Jason Atherton is undoubtedly the UK’s current culinary golden child. Having left the Gordon Ramsay clan somewhat acrimoniously a few years ago, Atherton now has a portfolio of restaurants around the world that more than challenges his previous mentor. The difference is that whilst Ramsay has screamed and sworn his way to an empire that has seen better days, Atherton is quietly going about his business to open restaurant after restaurant that can do no wrong.
It’s no surprise then that Atherton has been chosen by The London EDITION – one of the city’s most high profile new hotels for many a year – as the operator of their flagship restaurant.
And what a restaurant it is. Designed by the formidable Ian Schrager, referring to the restaurant as a ‘Tavern’ is like comparing St Pauls Cathedral to your local church; Berners Tavern really has catapulted itself amongst London’s most lavish and dramatic dining rooms. Inspired by the classic muted colours of Johannes Vermeer paintings and American artist Donald Judd, the room provides a subtle play between modern and period design.
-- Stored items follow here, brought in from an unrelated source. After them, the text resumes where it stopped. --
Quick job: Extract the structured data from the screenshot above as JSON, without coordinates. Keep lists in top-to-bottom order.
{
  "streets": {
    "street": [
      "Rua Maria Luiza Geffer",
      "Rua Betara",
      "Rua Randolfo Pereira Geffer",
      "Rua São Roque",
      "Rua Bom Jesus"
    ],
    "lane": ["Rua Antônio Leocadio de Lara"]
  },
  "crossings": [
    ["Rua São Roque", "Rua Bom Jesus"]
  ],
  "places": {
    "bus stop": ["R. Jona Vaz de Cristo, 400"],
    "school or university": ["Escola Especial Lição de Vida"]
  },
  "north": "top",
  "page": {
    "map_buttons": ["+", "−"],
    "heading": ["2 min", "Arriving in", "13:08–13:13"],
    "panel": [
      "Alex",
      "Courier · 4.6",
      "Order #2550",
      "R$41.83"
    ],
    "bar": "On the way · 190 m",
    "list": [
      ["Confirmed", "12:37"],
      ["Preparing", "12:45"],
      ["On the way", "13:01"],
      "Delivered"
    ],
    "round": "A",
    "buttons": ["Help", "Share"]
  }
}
High ceilings are revered in London’s increasingly congested restaurant scene and Berners looks like they could have fitted two more restaurants in the cavernous space above your head; it’s not exactly lacking drama either, with two immense bronze chandeliers inspired by NYC’s Grand Central Station taking pride of place. Moreover, every inch of the towering walls is adorned with a selection of hand-picked art whilst a dramatic near ceiling-height bar does its part in completing the glamorous room.
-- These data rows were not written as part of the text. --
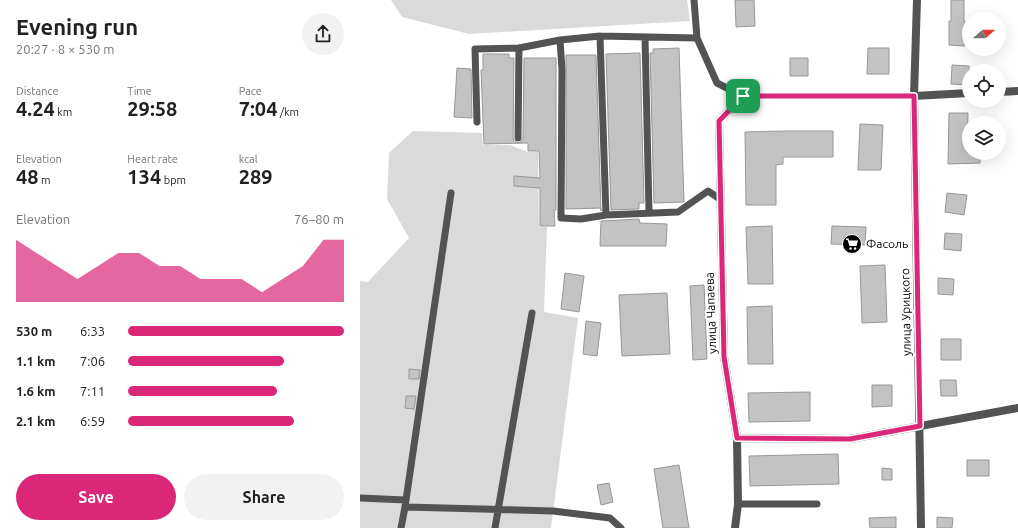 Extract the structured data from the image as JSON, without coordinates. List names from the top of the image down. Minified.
{"streets":{"street":["улица Урицкого","улица Чапаева"]},"places":{"supermarket":["Фасоль"]},"north":"right","page":{"heading":["Evening run","20:27 · 8 × 530 m"],"stats":[["Distance","4.24 km"],["Time","29:58"],["Pace","7:04 /km"],["Elevation","48 m"],["Heart rate","134 bpm"],["kcal","289"]],"chart":["Elevation","76–80 m"],"list":[{"name":"530 m","note":"6:33"},{"name":"1.1 km","note":"7:06"},{"name":"1.6 km","note":"7:11"},{"name":"2.1 km","note":"6:59"}],"buttons":["Save","Share"]}} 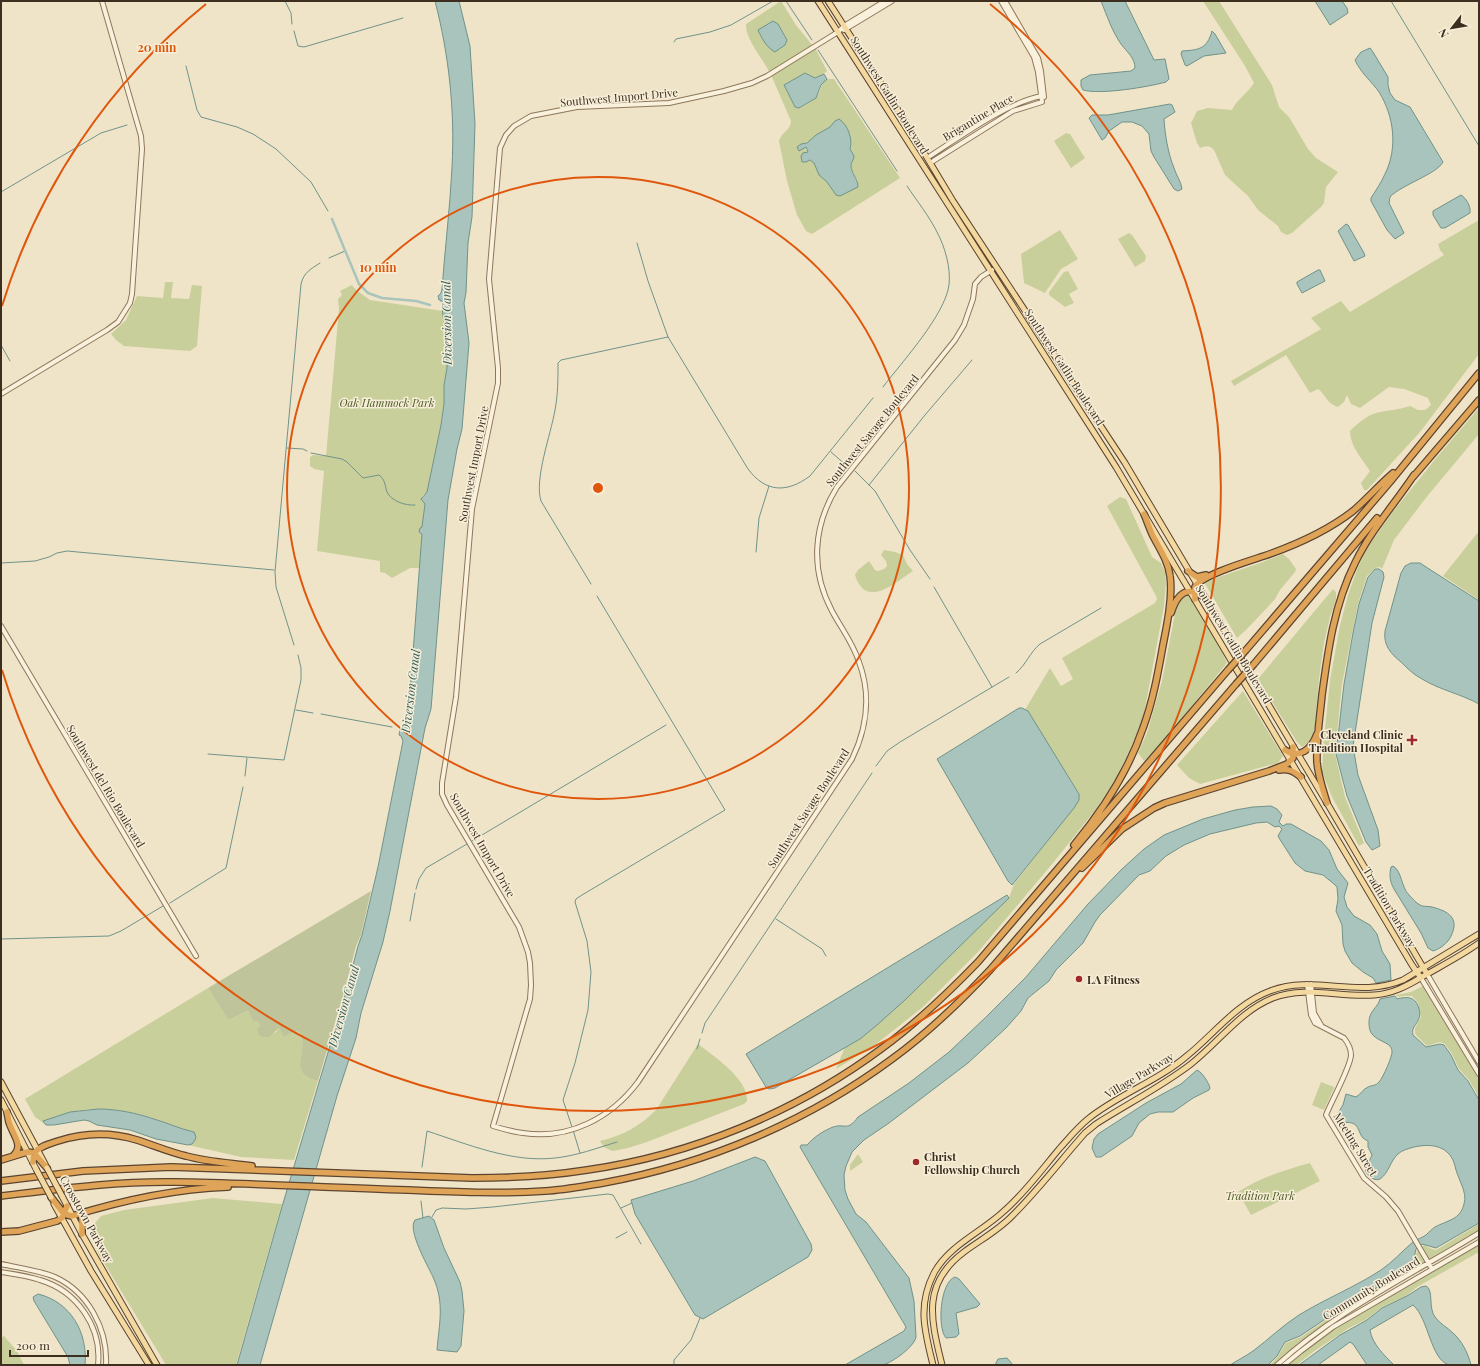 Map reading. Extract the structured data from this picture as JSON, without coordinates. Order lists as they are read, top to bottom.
{
  "streets": {
    "main road": [
      "Southwest Gatlin Boulevard",
      "Tradition Parkway",
      "Village Parkway",
      "Crosstown Parkway"
    ],
    "street": [
      "Southwest Import Drive",
      "Brigantine Place",
      "Southwest Savage Boulevard",
      "Southwest del Rio Boulevard",
      "Meeting Street",
      "Community Boulevard"
    ]
  },
  "crossings": [
    ["Southwest Gatlin Boulevard", "Southwest Import Drive"],
    ["Southwest Gatlin Boulevard", "Brigantine Place"],
    ["Southwest Gatlin Boulevard", "Southwest Savage Boulevard"],
    ["Southwest Gatlin Boulevard", "Tradition Parkway"],
    ["Southwest Import Drive", "Southwest Savage Boulevard"],
    ["Tradition Parkway", "Village Parkway"],
    ["Village Parkway", "Meeting Street"],
    ["Meeting Street", "Community Boulevard"]
  ],
  "water": ["Diversion Canal"],
  "parks": ["Oak Hammock Park", "Tradition Park"],
  "places": {
    "health": ["Cleveland Clinic Tradition Hospital"],
    "other": ["LA Fitness", "Christ Fellowship Church"]
  },
  "scale_bar": "200 m",
  "north": "bottom left",
  "rings": ["20 min", "10 min"]
}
Talking of which, the drinks are designed by another of London’s untouchables – bartender Gareth Evans – and are worth the trip to Berners Tavern on their own. Cleverly named and eye-catchingly presented in all manner of quirky vessels, cocktails include the Corn on the Cobbler, a delicious mix of corn whisky, smashed citrus, dry orange curacao and roast sweetcorn syrup; and Cereal Killer with rum, white chocolate, coffee liqueur, chocolate bitters and Coco Pops milk.
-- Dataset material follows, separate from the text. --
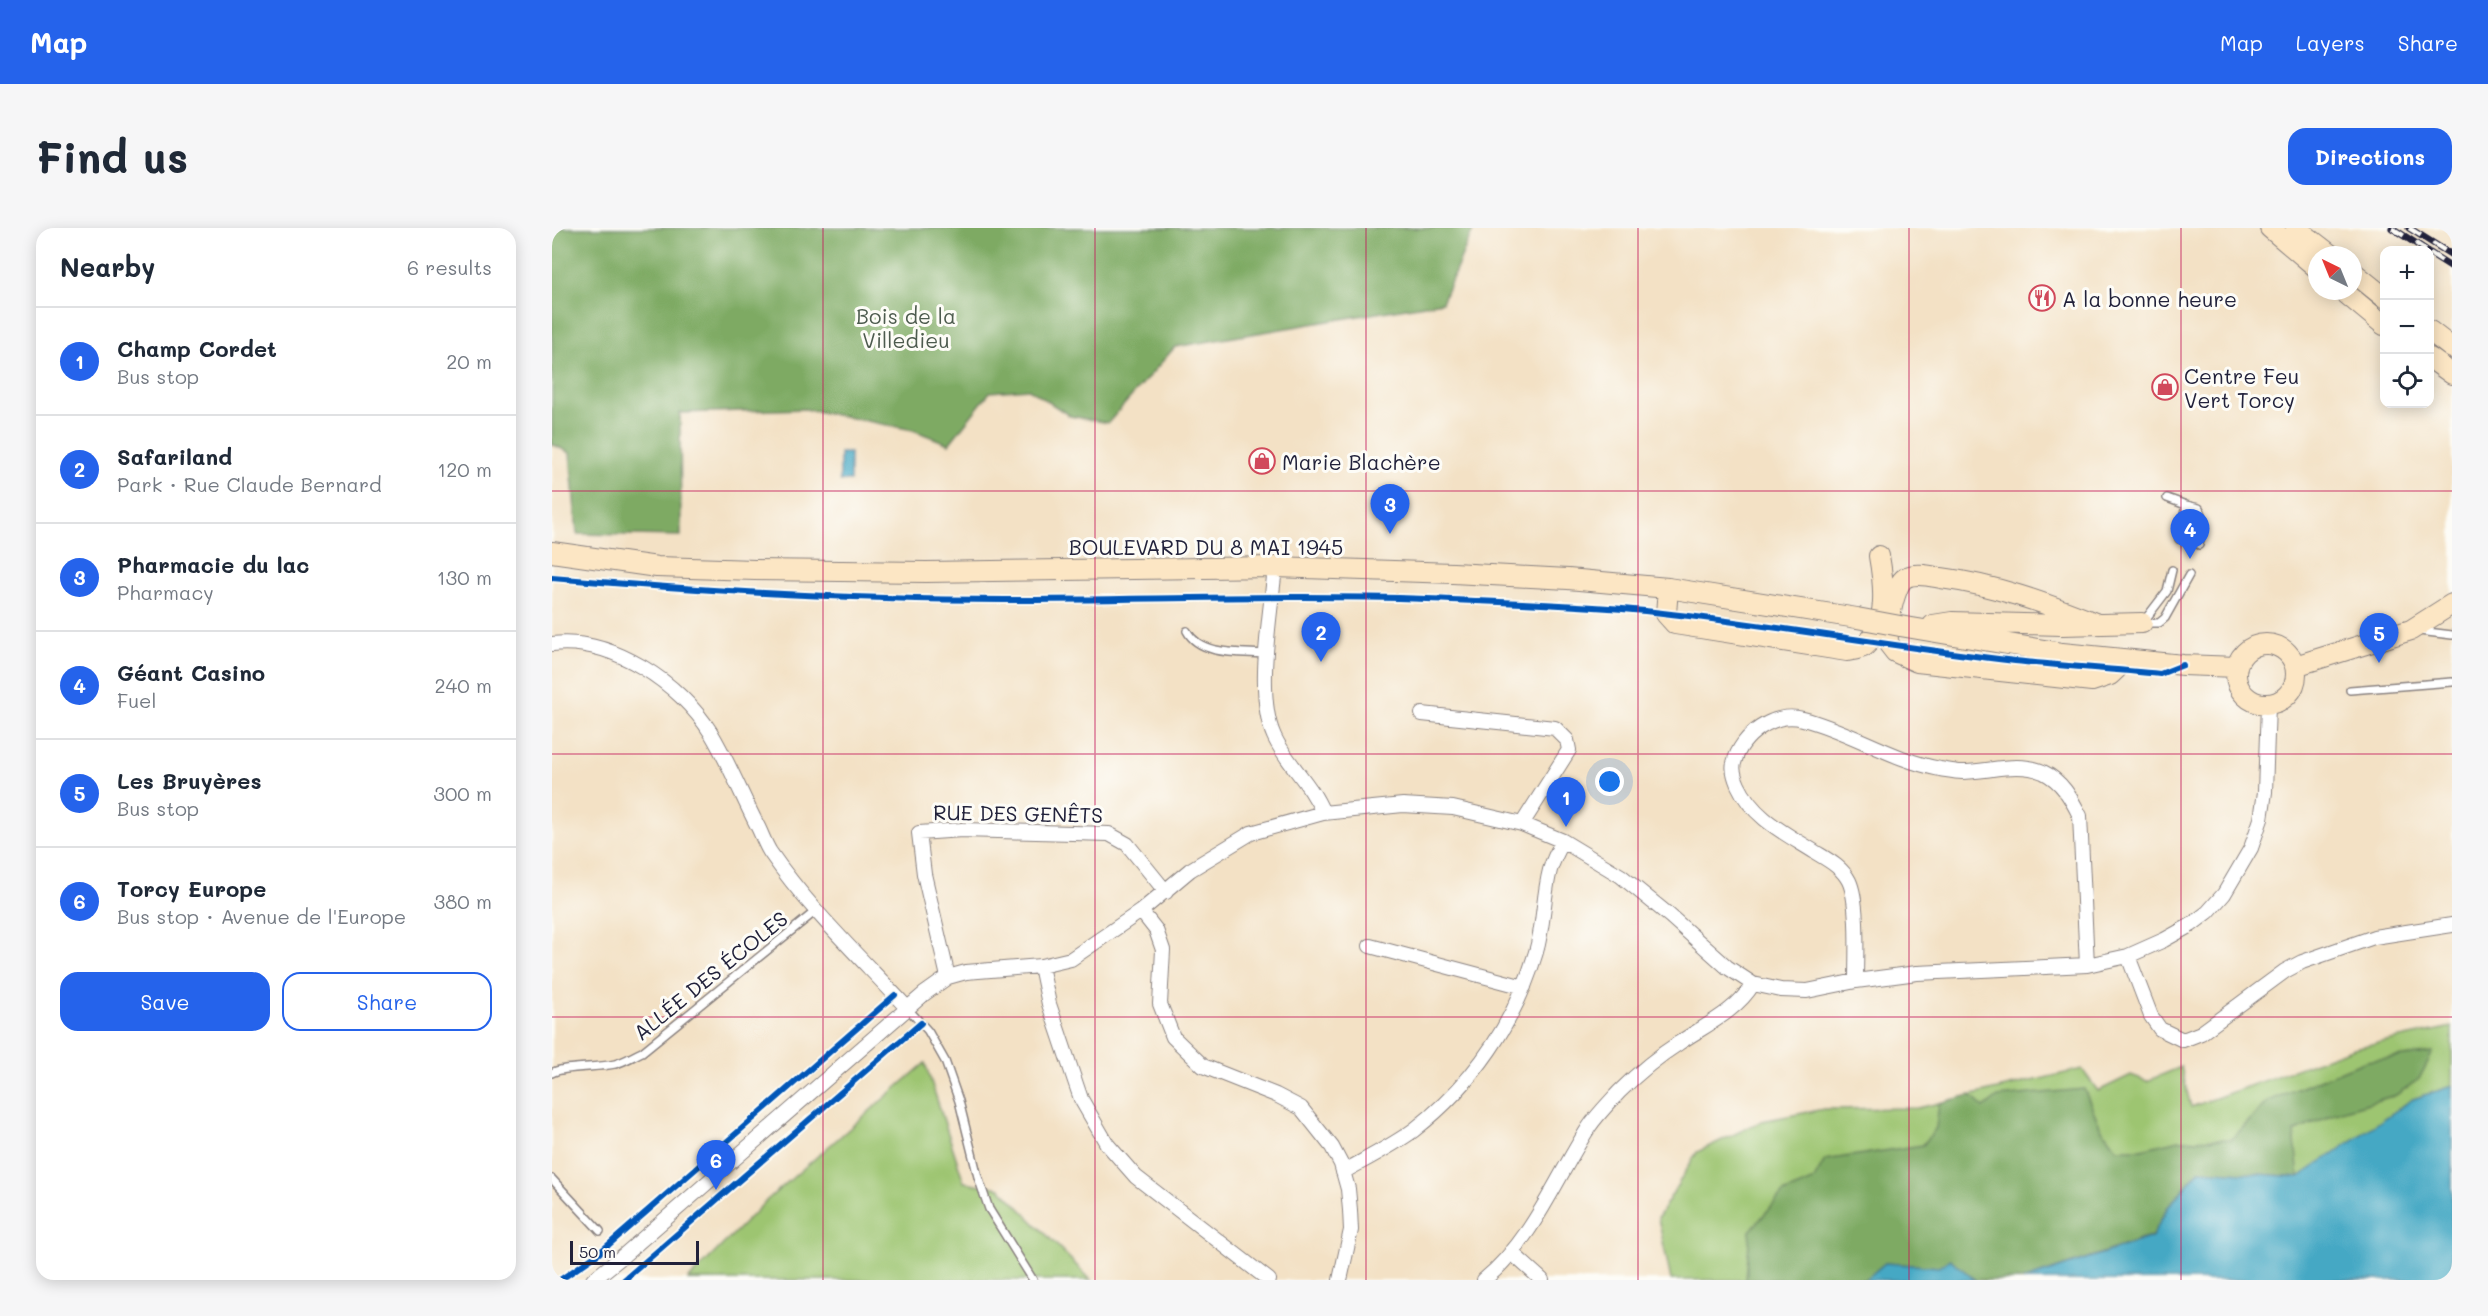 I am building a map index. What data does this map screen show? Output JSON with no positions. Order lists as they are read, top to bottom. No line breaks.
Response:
{"streets":{"street":["BOULEVARD DU 8 MAI 1945","RUE DES GENÊTS"],"lane":["ALLÉE DES ÉCOLES"]},"parks":["Bois de la Villedieu"],"places":{"restaurant":["A la bonne heure"],"shop":["Centre Feu Vert Torcy","Marie Blachère"]},"scale_bar":"50 m","north":"top left","page":{"header":"Map","nav":["Map","Layers","Share"],"buttons":["Directions",["Save","Share"]],"title":"Find us","heading":["Nearby","6 results"],"map_buttons":["+","−"],"list":[{"mark":"1","name":"Champ Cordet","note":"Bus stop","value":"20 m"},{"mark":"2","name":"Safariland","note":"Park · Rue Claude Bernard","value":"120 m"},{"mark":"3","name":"Pharmacie du lac","note":"Pharmacy","value":"130 m"},{"mark":"4","name":"Géant Casino","note":"Fuel","value":"240 m"},{"mark":"5","name":"Les Bruyères","note":"Bus stop","value":"300 m"},{"mark":"6","name":"Torcy Europe","note":"Bus stop · Avenue de l'Europe","value":"380 m"}],"pins":["3","4","2","5","1","6"],"scale":"50 m"}}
The décor is clearly a tough act to follow and tasked with the challenge is Phil Carmichael, who has cooked with Jason for over ten years. Designed for all-day dining, the seasonal British menu mostly achieves its lofty ambitions.
Signature starters kick things off on a high note, including a playful interpretation of ‘Eggs, ham & peas’ that consists of a crisp duck egg with a soft centre on a bed of mushy peas and crisp slices of salty Cumbrian ham; and a winter warmer of Crispy Romney Marsh lamb breast served with a mini saucepan of butternut & pecorino fregola topped with bone marrow.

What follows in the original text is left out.